**Requirement:** Return every line below exactly.
Recorded information START
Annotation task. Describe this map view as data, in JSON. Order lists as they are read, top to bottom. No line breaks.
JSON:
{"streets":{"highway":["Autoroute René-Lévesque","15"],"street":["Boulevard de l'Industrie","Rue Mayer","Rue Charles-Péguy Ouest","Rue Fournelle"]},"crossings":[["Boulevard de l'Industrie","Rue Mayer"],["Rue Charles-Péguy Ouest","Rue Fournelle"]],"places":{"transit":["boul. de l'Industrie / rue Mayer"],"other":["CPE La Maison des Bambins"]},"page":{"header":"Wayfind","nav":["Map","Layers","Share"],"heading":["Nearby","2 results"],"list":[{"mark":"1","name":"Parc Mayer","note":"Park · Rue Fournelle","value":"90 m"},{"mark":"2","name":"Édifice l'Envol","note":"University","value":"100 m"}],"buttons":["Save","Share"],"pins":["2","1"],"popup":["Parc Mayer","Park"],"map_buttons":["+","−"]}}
Recorded information END
**Answer:**
Annotation task. Describe this map view as data, in JSON. Order lists as they are read, top to bottom. No line breaks.
JSON:
{"streets":{"highway":["Autoroute René-Lévesque","15"],"street":["Boulevard de l'Industrie","Rue Mayer","Rue Charles-Péguy Ouest","Rue Fournelle"]},"crossings":[["Boulevard de l'Industrie","Rue Mayer"],["Rue Charles-Péguy Ouest","Rue Fournelle"]],"places":{"transit":["boul. de l'Industrie / rue Mayer"],"other":["CPE La Maison des Bambins"]},"page":{"header":"Wayfind","nav":["Map","Layers","Share"],"heading":["Nearby","2 results"],"list":[{"mark":"1","name":"Parc Mayer","note":"Park · Rue Fournelle","value":"90 m"},{"mark":"2","name":"Édifice l'Envol","note":"University","value":"100 m"}],"buttons":["Save","Share"],"pins":["2","1"],"popup":["Parc Mayer","Park"],"map_buttons":["+","−"]}}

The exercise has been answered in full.